● What you are asked to do:
As soon as the line containing "trace(minor, '#5e503e', 28);" appears, copy it and every following line word for word until the records end.

● Data records:
━━━

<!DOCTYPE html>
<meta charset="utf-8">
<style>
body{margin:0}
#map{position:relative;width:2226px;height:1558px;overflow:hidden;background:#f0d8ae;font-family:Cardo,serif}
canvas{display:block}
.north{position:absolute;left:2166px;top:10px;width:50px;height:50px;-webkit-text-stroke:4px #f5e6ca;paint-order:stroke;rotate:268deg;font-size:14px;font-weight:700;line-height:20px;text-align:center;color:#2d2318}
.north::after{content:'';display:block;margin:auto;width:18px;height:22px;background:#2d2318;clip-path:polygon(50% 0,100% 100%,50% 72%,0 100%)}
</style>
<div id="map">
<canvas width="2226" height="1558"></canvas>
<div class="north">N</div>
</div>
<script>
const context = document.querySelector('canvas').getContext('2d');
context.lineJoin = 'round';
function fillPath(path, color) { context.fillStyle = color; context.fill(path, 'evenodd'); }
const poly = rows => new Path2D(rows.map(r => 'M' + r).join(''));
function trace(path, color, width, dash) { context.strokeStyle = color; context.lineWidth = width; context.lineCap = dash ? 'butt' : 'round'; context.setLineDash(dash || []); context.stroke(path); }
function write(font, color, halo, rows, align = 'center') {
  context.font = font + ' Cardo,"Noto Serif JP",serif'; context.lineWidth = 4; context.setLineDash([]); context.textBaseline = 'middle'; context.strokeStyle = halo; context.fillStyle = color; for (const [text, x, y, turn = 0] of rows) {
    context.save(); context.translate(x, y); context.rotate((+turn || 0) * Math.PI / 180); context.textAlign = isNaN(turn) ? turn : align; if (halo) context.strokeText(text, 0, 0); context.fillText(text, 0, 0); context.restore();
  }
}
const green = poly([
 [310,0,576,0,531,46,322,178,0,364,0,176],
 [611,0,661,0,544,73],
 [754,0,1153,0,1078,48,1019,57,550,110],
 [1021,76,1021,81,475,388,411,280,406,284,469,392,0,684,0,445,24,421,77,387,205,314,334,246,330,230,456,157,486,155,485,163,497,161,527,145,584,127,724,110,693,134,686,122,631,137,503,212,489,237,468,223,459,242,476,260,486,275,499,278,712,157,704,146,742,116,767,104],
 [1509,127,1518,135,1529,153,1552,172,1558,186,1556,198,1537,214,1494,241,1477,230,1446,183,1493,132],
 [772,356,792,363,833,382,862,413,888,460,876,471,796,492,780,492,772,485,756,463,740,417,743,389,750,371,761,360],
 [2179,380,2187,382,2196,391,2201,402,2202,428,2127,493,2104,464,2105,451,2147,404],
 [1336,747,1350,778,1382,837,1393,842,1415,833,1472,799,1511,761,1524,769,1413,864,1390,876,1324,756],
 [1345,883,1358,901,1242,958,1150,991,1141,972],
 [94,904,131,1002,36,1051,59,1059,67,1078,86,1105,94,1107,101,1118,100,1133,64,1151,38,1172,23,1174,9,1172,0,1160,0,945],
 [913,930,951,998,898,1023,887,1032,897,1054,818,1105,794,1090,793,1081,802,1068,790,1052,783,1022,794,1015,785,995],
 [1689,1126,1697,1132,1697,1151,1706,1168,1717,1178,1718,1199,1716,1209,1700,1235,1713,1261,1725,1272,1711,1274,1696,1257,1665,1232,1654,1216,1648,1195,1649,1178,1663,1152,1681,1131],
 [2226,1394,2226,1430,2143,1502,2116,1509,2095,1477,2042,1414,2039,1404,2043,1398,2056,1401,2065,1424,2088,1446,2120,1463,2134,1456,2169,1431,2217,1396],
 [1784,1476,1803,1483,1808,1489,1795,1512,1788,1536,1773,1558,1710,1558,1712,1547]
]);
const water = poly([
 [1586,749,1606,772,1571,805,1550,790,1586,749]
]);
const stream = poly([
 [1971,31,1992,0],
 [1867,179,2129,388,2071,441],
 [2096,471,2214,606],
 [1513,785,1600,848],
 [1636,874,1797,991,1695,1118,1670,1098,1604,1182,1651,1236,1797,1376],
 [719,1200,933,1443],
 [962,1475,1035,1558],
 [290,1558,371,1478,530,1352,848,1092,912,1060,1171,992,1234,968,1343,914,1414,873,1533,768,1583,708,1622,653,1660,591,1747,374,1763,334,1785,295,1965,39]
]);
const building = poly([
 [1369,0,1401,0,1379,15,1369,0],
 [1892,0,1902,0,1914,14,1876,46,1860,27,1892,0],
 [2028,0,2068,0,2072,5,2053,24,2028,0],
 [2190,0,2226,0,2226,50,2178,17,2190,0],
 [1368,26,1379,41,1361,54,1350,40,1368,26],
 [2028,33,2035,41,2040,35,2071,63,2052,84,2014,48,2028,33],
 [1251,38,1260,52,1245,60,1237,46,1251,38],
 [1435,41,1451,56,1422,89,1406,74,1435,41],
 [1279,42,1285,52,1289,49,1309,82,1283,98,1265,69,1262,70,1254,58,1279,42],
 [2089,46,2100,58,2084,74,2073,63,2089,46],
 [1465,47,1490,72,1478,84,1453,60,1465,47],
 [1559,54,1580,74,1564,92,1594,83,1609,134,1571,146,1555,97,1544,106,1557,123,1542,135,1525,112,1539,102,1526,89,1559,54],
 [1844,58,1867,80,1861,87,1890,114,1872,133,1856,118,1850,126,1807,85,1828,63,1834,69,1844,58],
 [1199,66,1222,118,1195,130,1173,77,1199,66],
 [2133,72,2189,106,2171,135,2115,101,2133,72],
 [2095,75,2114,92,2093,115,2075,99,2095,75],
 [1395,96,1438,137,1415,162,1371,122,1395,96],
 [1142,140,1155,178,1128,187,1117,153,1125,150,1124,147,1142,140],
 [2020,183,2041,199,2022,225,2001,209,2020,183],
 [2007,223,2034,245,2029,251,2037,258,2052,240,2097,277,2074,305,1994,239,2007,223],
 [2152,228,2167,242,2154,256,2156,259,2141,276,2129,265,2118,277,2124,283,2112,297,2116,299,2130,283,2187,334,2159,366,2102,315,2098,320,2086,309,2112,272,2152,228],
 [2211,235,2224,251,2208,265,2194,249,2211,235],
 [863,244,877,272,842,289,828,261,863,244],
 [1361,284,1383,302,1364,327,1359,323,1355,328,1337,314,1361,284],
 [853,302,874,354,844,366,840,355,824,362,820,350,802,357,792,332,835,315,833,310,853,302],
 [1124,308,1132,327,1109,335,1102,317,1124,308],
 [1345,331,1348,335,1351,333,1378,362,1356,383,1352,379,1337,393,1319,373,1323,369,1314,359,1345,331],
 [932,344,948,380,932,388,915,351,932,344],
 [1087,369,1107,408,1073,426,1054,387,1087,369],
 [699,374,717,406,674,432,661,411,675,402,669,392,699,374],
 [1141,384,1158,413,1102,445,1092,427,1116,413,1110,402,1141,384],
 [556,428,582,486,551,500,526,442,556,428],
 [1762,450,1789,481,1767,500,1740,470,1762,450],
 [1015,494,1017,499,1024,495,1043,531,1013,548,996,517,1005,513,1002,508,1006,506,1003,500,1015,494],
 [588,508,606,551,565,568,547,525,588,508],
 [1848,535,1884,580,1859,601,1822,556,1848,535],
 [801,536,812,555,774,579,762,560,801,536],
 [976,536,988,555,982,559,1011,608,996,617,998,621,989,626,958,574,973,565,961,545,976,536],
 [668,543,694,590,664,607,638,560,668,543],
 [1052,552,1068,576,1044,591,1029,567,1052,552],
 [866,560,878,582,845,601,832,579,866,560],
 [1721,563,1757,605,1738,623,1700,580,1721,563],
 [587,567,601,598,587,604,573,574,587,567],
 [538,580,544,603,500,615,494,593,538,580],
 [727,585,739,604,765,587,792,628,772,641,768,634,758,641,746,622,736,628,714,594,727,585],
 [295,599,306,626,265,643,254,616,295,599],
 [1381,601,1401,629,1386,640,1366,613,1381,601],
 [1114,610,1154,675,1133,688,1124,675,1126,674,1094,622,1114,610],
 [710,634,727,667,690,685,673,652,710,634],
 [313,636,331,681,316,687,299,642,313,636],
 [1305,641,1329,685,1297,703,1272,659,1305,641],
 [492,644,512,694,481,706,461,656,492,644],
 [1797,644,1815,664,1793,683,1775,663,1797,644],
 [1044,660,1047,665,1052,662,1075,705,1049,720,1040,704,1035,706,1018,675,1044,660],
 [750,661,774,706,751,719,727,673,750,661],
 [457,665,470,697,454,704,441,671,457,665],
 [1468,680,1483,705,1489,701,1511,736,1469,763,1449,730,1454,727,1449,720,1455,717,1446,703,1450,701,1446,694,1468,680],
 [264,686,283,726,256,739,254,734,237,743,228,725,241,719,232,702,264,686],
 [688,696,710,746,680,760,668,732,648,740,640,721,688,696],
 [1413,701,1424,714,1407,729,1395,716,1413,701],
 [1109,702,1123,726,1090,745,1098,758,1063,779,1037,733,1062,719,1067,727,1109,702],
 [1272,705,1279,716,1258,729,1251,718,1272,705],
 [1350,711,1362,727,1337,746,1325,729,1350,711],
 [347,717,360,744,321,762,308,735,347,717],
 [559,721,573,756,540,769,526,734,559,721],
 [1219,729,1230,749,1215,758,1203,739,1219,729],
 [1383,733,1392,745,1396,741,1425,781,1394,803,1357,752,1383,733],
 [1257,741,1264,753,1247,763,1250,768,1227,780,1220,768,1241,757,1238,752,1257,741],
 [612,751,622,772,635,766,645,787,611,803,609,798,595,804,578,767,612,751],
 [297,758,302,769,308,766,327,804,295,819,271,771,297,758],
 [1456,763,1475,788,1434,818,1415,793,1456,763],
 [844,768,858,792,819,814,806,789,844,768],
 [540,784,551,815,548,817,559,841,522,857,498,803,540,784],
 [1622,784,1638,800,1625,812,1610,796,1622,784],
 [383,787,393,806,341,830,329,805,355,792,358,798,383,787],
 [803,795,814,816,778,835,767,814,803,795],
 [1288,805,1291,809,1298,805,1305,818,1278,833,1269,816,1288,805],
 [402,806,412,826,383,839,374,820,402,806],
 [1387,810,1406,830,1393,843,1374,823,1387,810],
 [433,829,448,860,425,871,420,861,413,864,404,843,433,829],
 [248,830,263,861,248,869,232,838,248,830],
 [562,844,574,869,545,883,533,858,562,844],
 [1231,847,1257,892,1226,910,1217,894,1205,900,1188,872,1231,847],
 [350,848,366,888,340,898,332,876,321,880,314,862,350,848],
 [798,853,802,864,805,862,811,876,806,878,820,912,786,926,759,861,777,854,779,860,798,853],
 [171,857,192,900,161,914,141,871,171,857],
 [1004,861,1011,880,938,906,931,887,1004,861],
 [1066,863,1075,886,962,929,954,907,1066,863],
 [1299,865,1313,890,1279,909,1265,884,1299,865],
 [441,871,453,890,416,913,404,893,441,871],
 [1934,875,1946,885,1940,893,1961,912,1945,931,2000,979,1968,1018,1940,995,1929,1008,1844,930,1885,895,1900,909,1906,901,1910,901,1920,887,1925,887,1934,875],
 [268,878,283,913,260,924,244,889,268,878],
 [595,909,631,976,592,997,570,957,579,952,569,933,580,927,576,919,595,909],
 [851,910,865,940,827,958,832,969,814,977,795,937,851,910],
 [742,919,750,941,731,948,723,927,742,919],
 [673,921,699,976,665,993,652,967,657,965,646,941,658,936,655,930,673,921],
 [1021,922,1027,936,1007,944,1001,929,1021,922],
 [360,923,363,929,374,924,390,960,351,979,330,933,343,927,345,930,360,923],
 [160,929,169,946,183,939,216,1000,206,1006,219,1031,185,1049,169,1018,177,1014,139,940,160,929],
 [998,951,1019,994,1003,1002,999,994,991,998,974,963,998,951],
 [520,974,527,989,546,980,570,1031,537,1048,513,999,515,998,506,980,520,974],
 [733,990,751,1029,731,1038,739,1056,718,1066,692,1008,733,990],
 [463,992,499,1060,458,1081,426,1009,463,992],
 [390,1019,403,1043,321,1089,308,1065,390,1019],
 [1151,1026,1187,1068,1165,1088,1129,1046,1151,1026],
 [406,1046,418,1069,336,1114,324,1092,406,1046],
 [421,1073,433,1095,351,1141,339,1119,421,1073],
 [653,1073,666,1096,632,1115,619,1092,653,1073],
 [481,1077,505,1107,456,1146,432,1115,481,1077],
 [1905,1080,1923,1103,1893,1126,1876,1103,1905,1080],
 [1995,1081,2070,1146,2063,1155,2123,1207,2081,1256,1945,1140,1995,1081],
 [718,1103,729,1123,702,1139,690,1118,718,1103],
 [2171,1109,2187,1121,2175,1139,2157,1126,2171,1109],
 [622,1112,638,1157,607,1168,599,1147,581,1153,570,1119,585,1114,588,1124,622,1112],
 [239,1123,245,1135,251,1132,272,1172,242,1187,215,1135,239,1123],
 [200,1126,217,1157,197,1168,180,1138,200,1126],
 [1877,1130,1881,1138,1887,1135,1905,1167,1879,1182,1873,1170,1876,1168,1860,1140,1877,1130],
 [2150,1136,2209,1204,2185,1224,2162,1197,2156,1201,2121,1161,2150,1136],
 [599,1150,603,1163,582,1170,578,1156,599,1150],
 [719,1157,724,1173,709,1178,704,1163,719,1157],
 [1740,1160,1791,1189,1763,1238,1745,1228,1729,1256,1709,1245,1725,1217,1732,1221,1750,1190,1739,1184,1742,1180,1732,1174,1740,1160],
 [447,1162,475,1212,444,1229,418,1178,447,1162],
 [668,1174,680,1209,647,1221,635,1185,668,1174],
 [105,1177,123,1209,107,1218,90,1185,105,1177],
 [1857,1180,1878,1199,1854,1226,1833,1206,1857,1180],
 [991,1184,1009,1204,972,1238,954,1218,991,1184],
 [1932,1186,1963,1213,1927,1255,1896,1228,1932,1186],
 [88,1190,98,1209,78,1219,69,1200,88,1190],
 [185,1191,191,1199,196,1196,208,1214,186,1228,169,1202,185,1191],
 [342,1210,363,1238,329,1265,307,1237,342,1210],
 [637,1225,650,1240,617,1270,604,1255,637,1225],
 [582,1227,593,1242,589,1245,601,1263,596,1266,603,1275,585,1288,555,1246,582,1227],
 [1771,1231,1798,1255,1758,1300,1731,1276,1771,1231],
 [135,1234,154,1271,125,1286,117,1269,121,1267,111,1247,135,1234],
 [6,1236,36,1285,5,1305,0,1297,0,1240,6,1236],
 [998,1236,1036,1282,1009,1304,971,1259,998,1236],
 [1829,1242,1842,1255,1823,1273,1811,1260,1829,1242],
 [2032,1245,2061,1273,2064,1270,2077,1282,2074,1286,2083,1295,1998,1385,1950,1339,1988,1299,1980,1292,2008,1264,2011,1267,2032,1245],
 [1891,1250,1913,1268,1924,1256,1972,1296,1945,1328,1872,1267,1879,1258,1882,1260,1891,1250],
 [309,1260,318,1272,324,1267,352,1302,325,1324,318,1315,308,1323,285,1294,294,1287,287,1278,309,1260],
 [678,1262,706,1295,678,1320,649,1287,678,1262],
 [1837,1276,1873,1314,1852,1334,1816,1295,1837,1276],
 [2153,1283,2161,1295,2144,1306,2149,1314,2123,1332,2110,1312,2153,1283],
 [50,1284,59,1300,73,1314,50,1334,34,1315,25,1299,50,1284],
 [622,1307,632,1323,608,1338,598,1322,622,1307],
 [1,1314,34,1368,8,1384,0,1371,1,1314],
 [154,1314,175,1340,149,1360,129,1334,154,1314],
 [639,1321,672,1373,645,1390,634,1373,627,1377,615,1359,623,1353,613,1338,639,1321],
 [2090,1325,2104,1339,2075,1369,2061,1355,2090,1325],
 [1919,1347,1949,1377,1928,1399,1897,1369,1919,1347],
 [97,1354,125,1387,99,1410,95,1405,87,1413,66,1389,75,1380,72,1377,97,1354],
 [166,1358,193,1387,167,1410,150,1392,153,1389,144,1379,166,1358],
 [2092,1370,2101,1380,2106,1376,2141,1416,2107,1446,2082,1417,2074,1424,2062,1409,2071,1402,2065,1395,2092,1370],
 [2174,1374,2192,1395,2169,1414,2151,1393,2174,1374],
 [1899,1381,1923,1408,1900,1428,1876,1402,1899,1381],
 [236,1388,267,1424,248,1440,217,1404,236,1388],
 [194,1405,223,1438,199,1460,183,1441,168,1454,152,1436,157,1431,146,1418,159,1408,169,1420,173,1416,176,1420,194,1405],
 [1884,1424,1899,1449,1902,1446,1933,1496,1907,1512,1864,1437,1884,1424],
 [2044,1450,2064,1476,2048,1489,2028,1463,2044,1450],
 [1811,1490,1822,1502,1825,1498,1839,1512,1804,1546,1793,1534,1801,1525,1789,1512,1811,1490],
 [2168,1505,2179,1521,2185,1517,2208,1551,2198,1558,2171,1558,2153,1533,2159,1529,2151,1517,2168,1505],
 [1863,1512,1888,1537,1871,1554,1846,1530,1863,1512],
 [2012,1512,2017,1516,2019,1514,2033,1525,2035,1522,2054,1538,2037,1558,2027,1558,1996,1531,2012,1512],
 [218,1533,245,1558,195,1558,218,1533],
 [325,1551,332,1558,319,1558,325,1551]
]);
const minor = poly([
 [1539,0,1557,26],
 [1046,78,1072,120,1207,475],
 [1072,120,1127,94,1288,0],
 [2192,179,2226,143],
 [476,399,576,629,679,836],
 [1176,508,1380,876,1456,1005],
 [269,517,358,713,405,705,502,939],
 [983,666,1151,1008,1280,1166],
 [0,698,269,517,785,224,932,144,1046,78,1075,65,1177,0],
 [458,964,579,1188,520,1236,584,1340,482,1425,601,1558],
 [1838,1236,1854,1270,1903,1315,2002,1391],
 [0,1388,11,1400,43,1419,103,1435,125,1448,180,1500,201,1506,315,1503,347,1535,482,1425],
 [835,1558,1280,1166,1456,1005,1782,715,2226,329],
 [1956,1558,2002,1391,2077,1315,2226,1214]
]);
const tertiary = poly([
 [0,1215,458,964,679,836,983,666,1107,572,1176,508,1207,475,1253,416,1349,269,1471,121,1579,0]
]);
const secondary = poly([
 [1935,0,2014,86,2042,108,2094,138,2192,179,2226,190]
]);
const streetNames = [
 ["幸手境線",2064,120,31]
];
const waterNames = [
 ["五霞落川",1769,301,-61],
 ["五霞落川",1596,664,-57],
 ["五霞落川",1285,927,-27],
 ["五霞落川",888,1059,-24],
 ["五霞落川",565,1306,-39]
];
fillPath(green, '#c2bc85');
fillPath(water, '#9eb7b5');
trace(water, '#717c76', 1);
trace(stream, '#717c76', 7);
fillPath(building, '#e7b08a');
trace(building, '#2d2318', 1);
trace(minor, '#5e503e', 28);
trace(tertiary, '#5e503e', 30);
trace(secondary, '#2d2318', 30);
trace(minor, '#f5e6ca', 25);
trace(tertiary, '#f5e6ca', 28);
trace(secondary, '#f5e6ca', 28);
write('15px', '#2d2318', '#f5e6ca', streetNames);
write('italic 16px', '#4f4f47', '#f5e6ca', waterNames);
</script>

━━━

● Answer space:
trace(minor, '#5e503e', 28);
trace(tertiary, '#5e503e', 30);
trace(secondary, '#2d2318', 30);
trace(minor, '#f5e6ca', 25);
trace(tertiary, '#f5e6ca', 28);
trace(secondary, '#f5e6ca', 28);
write('15px', '#2d2318', '#f5e6ca', streetNames);
write('italic 16px', '#4f4f47', '#f5e6ca', waterNames);
</script>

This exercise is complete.